Data items:
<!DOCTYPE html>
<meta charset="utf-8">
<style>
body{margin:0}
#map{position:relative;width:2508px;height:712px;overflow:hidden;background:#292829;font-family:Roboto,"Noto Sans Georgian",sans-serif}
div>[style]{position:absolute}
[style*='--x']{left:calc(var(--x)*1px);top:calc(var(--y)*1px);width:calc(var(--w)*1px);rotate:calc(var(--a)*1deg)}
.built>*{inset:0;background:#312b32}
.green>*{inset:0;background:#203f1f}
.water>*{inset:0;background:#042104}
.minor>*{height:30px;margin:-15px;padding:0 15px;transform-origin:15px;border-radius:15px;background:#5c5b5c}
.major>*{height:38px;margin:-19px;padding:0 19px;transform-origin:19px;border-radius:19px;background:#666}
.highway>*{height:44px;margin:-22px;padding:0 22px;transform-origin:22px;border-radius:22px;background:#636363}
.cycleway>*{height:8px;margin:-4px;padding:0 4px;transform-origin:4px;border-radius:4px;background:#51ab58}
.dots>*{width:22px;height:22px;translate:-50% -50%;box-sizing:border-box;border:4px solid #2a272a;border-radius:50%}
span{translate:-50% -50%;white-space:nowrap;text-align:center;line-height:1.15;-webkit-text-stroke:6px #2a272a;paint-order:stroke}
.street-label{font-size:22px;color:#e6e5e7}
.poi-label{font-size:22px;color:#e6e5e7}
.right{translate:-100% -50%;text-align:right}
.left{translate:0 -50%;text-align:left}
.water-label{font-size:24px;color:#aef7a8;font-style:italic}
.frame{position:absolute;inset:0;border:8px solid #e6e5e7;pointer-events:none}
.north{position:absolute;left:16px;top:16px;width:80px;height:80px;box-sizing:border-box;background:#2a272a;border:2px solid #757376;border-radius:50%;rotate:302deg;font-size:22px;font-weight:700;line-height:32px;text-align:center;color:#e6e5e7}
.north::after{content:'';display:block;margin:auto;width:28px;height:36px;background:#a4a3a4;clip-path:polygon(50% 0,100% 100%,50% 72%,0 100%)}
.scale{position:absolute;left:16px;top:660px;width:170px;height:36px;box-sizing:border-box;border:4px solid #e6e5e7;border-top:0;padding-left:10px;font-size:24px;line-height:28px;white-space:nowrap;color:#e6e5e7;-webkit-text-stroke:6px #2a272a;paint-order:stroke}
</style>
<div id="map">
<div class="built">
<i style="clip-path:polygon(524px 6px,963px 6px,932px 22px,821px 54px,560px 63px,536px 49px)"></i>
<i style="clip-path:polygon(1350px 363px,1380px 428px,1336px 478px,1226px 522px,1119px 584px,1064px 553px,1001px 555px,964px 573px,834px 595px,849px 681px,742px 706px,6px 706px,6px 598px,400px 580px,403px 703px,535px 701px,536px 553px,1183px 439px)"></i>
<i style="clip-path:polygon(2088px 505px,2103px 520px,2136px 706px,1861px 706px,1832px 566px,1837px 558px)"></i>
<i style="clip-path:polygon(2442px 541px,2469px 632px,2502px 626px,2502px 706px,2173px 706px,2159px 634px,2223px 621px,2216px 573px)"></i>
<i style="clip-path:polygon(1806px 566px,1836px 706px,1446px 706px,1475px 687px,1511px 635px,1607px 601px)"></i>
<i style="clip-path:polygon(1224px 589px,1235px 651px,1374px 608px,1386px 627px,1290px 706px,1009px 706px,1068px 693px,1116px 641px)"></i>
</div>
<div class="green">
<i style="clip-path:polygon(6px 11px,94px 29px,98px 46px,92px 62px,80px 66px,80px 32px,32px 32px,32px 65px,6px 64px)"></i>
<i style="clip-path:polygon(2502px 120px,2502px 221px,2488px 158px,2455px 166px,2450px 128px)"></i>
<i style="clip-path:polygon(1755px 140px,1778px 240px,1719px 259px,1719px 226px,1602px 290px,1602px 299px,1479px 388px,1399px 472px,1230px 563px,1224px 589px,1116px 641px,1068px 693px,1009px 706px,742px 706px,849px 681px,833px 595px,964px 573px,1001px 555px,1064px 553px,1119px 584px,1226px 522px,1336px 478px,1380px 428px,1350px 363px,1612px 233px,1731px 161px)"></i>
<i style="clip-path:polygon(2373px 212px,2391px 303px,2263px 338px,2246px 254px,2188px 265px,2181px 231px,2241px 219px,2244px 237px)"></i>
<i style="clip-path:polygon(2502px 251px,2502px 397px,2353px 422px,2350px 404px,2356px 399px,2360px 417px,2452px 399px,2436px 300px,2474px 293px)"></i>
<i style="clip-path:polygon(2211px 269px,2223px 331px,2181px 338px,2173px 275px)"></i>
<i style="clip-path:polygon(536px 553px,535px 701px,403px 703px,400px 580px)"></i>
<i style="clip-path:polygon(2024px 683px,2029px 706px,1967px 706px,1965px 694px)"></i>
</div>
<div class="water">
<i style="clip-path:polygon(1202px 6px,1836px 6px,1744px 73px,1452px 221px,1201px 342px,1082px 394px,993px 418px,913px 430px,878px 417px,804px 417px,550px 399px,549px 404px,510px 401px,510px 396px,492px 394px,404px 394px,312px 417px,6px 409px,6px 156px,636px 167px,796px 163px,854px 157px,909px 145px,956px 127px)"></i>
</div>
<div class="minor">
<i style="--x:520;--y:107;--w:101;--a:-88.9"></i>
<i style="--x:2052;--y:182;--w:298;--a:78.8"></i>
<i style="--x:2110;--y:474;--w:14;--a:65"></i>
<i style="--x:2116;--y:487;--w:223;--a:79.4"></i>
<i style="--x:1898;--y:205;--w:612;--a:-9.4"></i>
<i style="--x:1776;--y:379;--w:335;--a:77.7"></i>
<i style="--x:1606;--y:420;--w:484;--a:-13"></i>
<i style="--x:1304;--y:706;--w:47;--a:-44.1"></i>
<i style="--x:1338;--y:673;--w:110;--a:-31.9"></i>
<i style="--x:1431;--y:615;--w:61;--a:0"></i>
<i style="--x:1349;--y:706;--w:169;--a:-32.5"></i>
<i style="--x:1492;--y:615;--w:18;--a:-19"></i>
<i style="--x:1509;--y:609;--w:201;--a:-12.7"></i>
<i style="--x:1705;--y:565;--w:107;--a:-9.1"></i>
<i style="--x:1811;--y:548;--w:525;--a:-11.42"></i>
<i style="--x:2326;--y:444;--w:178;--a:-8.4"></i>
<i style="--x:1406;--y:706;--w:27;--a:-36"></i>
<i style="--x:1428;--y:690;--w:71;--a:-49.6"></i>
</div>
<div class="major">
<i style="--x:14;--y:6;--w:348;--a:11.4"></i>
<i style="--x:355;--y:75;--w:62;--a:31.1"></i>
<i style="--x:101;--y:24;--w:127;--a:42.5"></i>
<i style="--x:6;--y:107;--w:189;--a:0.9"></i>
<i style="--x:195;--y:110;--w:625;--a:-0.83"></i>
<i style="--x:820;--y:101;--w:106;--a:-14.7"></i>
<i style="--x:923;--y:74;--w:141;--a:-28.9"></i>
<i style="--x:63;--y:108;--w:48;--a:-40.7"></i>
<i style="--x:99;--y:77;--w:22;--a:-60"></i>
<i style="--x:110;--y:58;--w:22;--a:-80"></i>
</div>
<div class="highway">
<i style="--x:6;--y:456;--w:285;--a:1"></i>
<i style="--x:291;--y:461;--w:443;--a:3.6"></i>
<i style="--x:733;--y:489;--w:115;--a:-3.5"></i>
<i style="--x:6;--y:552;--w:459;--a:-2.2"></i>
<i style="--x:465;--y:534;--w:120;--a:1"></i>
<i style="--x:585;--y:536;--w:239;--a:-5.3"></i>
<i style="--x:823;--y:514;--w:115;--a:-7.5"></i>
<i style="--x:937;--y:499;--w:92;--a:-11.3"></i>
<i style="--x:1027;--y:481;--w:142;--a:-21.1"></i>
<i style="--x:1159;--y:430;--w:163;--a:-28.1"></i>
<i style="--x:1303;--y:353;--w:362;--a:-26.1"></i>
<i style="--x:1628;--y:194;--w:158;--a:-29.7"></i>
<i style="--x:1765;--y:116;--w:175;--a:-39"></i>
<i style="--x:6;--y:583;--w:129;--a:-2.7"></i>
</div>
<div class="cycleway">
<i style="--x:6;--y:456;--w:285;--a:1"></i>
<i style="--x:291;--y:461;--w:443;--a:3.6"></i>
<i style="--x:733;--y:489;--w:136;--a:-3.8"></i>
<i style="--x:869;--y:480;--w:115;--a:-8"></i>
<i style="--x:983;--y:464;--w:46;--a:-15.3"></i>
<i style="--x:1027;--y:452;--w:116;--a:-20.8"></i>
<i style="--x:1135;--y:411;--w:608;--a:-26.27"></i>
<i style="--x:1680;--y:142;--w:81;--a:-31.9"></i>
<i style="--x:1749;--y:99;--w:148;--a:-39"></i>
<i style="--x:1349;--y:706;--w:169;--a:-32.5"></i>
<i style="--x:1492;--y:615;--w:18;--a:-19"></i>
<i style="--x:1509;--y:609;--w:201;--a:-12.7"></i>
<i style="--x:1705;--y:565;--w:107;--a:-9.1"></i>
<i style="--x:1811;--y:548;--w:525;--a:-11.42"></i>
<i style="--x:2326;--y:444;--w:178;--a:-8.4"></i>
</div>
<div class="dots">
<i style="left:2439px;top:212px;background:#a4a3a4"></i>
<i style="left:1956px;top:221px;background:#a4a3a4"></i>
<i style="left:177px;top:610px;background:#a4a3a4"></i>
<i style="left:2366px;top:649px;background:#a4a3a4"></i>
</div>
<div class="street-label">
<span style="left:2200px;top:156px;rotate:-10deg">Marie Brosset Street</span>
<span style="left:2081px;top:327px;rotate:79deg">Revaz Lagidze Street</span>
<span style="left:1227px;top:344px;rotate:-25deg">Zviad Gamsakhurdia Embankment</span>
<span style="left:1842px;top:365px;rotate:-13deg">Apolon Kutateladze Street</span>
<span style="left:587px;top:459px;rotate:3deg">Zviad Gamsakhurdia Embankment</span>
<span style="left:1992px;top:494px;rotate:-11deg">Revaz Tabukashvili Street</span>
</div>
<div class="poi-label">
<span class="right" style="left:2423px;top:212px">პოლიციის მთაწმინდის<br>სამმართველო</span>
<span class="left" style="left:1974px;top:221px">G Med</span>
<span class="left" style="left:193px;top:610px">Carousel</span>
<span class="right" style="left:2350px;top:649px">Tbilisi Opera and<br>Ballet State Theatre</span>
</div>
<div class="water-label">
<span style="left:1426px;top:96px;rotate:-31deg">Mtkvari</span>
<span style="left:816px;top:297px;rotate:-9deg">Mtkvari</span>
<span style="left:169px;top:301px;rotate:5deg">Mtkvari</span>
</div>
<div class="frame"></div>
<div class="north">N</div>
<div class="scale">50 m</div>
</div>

• **ASSIGNMENT**:
Return, from the data, each line where the string "solid" occurs.

• **RESPONSE TO THIS EXERCISE**:
.dots>*{width:22px;height:22px;translate:-50% -50%;box-sizing:border-box;border:4px solid #2a272a;border-radius:50%}
.frame{position:absolute;inset:0;border:8px solid #e6e5e7;pointer-events:none}
.north{position:absolute;left:16px;top:16px;width:80px;height:80px;box-sizing:border-box;background:#2a272a;border:2px solid #757376;border-radius:50%;rotate:302deg;font-size:22px;font-weight:700;line-height:32px;text-align:center;color:#e6e5e7}
.scale{position:absolute;left:16px;top:660px;width:170px;height:36px;box-sizing:border-box;border:4px solid #e6e5e7;border-top:0;padding-left:10px;font-size:24px;line-height:28px;white-space:nowrap;color:#e6e5e7;-webkit-text-stroke:6px #2a272a;paint-order:stroke}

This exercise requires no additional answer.